- Representantes de ambos bandos guardan silencio sobre negociación
Representantes del depuesto presidente de Honduras, Manuel Zelaya, y del interino, Roberto Micheletti, continuaron ayer el diálogo iniciado el miércoles sin que asome una salida a la crisis, mientras aumentan los sectores que piden una solución para que el país retorne a la normalidad.
“Yo soy pesimista, pero tengo la esperanza de que al 15 de octubre haya una salida”, dijo Zelaya a Acan-Efe telefónicamente desde la Embajada de Brasil, donde permanece desde el 21 de septiembre pasado.
Los representantes de Micheletti y Zelaya guardaron ayer silencio sobre el contenido y la marcha de las conversaciones, que se desarrollan a puerta cerrada en un céntrico hotel capitalino.
Mientras, empresarios, estudiantes, políticos y la resistencia popular que exige la restitución del orden constitucional insistieron en que Zelaya y Micheletti deben alcanzar una solución política a la crisis que vive Honduras desde el golpe de Estado del 28 de junio.
Zelaya dijo que si el 15 de octubre no hay una salida, entonces se pronunciará, y reiteró que no confía en Micheletti, a quien acusó de seguir “reprimiendo al pueblo”.
GASES CONTRA ZELAYISTAS
Mientras el diálogo continuaba en un hotel de Tegucigalpa, la Policía disolvió con gas lacrimógeno una manifestación de decenas de personas del Frente Nacional de Resistencia contra el golpe de Estado que llegó hasta ese sitio.

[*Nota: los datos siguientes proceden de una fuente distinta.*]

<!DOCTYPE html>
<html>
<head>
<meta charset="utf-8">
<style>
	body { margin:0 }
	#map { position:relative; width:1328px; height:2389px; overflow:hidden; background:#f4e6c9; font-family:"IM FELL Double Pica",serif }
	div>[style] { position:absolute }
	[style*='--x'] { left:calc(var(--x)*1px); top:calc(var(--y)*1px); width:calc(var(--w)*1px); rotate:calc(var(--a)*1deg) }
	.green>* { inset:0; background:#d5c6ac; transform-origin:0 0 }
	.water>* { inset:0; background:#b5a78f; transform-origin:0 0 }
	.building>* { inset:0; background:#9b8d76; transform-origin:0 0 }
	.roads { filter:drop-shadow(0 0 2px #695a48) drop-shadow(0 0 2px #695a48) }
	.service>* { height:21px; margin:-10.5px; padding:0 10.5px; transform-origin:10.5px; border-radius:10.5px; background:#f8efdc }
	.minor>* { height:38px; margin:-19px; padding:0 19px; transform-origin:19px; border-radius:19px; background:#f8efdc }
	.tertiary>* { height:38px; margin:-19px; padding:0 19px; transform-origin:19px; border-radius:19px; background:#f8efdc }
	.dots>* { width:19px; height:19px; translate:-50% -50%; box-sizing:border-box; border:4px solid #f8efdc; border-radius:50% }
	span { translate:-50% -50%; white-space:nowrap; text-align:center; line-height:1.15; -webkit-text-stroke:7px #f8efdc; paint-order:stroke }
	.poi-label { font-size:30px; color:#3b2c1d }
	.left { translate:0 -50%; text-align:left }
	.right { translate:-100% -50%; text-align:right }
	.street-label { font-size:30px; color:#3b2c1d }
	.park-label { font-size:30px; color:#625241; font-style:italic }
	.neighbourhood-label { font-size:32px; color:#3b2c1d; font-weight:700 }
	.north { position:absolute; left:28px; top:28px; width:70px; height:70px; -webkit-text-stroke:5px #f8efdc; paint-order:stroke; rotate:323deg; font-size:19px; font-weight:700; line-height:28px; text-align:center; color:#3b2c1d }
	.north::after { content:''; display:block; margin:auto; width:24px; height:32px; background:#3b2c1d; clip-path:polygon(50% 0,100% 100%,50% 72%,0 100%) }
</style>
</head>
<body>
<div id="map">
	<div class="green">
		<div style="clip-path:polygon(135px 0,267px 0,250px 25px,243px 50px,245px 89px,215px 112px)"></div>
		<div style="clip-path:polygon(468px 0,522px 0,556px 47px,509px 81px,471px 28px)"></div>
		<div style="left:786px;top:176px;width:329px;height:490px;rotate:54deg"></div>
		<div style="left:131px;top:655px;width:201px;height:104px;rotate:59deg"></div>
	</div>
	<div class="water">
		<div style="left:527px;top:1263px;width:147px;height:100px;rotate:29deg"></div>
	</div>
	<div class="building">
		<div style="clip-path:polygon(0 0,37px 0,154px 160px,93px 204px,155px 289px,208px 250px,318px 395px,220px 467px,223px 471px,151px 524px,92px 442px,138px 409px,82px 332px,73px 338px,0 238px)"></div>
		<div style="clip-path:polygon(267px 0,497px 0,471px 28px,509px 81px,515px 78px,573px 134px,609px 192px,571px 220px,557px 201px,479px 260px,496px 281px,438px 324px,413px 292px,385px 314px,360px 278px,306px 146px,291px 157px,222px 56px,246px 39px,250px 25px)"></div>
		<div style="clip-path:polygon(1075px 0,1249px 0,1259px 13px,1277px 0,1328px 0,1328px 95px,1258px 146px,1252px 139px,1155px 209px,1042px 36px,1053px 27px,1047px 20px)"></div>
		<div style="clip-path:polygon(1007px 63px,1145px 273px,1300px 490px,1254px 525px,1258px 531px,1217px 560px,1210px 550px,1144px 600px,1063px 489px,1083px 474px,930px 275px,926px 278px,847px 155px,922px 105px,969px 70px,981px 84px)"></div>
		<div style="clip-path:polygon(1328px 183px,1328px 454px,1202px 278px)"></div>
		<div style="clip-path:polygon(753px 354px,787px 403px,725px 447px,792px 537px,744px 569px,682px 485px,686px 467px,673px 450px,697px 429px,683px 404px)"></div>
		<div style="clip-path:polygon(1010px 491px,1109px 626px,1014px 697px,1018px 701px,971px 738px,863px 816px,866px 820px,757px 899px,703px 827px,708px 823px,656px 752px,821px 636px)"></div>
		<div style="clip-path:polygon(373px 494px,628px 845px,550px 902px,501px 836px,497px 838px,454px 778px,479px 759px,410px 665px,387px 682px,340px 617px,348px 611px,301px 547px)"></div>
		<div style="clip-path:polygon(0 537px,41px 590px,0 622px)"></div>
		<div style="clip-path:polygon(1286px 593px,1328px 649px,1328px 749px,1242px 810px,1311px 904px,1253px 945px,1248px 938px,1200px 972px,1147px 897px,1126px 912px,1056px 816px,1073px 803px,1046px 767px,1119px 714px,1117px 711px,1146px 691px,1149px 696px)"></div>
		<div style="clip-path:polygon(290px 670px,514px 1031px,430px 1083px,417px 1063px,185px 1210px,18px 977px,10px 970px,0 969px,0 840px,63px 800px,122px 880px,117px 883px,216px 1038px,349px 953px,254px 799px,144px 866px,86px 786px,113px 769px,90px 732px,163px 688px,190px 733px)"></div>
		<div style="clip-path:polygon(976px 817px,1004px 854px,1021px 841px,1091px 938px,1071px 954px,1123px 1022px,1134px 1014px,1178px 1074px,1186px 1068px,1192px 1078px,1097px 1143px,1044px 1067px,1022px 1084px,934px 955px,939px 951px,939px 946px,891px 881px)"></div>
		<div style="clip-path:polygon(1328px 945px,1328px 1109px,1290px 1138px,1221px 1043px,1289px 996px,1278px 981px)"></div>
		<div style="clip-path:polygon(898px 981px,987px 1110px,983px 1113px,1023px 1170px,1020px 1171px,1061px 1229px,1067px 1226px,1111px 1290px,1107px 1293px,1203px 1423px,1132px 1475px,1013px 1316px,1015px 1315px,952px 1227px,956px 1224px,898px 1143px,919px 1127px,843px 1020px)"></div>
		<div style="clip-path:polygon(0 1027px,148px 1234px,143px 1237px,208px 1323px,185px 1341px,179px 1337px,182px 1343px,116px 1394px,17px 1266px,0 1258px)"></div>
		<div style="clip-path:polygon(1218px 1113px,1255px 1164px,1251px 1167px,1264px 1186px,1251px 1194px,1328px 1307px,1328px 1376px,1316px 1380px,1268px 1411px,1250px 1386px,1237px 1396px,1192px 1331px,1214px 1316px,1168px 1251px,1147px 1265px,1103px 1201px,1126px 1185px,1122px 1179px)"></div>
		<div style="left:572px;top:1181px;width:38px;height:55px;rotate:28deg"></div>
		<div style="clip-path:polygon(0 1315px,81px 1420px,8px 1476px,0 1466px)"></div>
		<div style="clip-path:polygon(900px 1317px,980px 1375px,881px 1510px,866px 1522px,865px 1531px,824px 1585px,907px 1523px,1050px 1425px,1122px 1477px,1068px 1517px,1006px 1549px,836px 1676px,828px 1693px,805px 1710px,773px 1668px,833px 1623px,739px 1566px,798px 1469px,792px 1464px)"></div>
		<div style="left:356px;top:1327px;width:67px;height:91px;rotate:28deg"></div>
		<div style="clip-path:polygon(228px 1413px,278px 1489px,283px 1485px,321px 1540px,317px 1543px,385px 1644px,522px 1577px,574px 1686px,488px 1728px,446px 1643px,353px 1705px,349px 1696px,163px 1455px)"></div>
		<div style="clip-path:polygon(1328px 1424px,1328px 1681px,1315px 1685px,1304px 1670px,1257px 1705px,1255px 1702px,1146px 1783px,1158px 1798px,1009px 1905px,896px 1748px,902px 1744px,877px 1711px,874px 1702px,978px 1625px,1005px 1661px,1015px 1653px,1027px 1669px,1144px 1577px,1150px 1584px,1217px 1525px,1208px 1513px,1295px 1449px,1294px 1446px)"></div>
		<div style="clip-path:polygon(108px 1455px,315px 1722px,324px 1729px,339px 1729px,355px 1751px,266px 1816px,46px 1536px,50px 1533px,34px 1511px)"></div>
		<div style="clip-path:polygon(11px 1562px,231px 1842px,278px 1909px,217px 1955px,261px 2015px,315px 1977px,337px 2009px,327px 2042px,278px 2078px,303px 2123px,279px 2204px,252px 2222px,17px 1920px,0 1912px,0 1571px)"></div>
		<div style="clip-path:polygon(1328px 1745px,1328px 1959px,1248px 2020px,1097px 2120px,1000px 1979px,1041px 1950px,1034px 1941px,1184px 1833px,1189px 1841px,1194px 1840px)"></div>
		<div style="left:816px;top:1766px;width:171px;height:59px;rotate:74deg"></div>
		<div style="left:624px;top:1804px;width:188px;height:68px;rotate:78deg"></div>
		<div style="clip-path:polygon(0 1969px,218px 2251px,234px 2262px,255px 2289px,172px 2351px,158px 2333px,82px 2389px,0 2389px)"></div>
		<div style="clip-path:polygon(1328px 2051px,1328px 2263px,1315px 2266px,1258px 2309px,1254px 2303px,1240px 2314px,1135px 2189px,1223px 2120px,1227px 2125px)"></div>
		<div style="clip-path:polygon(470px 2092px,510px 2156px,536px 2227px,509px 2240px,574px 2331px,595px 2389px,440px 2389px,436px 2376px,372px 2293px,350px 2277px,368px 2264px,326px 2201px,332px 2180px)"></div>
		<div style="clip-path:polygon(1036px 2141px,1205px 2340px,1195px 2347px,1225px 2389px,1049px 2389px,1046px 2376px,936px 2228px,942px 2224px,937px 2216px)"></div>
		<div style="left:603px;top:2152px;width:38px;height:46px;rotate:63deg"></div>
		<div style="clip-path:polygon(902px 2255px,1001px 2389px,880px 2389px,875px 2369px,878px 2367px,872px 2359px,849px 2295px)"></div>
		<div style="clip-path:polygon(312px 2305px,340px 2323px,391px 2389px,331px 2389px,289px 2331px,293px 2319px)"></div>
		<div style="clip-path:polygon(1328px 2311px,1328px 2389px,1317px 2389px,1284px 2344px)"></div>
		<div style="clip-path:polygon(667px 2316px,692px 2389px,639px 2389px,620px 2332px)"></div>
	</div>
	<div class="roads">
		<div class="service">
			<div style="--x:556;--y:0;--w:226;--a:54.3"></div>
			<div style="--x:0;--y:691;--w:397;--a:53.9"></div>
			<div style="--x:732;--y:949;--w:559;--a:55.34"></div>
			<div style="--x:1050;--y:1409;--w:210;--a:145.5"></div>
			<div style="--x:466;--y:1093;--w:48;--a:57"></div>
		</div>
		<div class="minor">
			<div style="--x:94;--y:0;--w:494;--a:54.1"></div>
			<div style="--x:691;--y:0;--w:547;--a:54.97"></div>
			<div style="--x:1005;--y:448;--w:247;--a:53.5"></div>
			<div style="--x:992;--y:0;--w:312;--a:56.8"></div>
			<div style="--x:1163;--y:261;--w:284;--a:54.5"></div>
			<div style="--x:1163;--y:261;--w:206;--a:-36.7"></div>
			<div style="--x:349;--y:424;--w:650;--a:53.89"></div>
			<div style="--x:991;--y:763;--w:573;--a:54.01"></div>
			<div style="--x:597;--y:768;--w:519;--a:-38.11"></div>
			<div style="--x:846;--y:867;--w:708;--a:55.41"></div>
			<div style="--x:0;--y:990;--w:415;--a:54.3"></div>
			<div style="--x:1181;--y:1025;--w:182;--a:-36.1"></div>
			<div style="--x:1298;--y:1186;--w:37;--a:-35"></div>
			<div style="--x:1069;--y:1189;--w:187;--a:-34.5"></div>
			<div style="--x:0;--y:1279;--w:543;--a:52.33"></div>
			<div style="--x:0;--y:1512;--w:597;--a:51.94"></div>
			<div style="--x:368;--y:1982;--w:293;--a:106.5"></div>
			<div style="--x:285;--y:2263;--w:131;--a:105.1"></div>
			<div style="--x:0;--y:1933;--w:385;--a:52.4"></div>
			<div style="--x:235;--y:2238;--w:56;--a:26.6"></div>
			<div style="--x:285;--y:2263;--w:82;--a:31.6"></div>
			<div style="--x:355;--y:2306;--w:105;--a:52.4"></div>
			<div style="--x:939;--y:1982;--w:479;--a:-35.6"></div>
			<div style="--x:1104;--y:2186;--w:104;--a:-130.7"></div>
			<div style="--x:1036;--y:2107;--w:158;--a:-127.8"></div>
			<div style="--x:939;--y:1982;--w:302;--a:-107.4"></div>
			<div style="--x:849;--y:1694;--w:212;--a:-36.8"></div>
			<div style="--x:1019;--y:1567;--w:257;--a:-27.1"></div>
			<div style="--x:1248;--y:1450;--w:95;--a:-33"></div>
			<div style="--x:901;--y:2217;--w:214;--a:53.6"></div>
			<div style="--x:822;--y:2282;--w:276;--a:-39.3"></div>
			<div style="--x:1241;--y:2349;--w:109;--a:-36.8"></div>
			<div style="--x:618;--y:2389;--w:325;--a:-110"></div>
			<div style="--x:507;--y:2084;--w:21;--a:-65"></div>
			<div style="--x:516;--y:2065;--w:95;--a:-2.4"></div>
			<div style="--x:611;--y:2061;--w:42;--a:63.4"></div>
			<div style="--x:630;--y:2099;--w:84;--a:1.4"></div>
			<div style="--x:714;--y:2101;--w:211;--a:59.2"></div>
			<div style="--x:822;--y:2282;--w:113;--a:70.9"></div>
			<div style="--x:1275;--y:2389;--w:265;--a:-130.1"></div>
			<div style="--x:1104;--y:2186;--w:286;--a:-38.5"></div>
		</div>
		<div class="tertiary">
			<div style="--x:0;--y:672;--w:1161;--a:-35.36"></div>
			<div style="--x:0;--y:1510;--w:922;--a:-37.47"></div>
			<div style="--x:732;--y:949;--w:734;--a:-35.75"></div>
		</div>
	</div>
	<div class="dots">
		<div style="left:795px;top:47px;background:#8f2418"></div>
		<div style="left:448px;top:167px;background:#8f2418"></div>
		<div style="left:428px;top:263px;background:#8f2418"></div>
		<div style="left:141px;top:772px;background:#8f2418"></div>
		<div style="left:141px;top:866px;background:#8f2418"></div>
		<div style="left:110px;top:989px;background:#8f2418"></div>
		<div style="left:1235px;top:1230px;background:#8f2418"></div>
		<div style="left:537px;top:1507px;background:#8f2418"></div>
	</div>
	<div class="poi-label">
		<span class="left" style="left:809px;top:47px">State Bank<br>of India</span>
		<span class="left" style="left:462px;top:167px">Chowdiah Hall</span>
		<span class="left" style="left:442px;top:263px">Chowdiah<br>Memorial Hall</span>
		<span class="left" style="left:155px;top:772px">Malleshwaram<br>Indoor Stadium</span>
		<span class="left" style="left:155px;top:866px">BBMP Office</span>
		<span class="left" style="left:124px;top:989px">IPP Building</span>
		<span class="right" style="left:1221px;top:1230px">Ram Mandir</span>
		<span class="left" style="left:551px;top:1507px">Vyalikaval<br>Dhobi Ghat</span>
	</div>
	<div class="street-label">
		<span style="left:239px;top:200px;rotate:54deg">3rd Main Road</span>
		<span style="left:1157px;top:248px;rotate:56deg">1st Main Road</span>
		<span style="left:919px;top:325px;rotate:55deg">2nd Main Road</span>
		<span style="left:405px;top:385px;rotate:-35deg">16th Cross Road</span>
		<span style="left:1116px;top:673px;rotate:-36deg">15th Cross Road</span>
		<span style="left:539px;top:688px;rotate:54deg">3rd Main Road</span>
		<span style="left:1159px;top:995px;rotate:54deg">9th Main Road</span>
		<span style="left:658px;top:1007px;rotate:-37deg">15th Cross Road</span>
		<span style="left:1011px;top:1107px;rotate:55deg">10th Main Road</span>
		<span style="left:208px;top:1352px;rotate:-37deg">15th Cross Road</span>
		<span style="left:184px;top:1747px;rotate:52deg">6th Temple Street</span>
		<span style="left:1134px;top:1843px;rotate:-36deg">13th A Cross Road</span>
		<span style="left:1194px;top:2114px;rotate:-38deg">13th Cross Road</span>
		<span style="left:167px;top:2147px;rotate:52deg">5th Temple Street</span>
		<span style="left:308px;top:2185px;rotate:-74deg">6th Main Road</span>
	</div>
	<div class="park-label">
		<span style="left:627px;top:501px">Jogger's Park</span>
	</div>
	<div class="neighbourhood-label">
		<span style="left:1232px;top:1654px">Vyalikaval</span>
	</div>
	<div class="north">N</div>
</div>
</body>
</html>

Uno de los coordinadores de la resistencia popular, Rafael Alegría, dijo a Acan-Efe que la Policía también les impidió marchar ayer desde la Universidad Pedagógica, pese a que el régimen interino suspendió esta semana un decreto que restringía garantías constitucionales a los ciudadanos.
Por segundo día consecutivo, los manifestantes, que se habían concentrado frente a la Universidad Pedagógica, desfilaron hacia el hotel donde se llevan a cabo las conversaciones, pero las fuerzas de seguridad dispersaron la protesta lanzando bombas lacrimógenas y chorros de agua desde una tanqueta.
“Asesinos”, “golpistas”, “no nos van a detener”, les gritaban a los policías mientras corrían cubriéndose con pañuelos para evitar los efectos de los químicos. Los manifestantes volvieron desafiantes a las afueras del hotel, pero de nuevo chocaron con el nutrido cordón de agentes antimotines que avanzó hacia ellos golpeando sus bastones contra el escudo.
FRANCOTIRADORES
El derrocado presidente Zelaya también denunció que francotiradores apuntan desde la madrugada de ayer contra la Embajada de Brasil.
Agregó que desde primeras horas del día los militares y policías también marcharon marcando el paso frente a la legación diplomática sudamericana para “atemorizar” a los que permanecen ahí, alrededor de 60 personas, según diversas fuentes.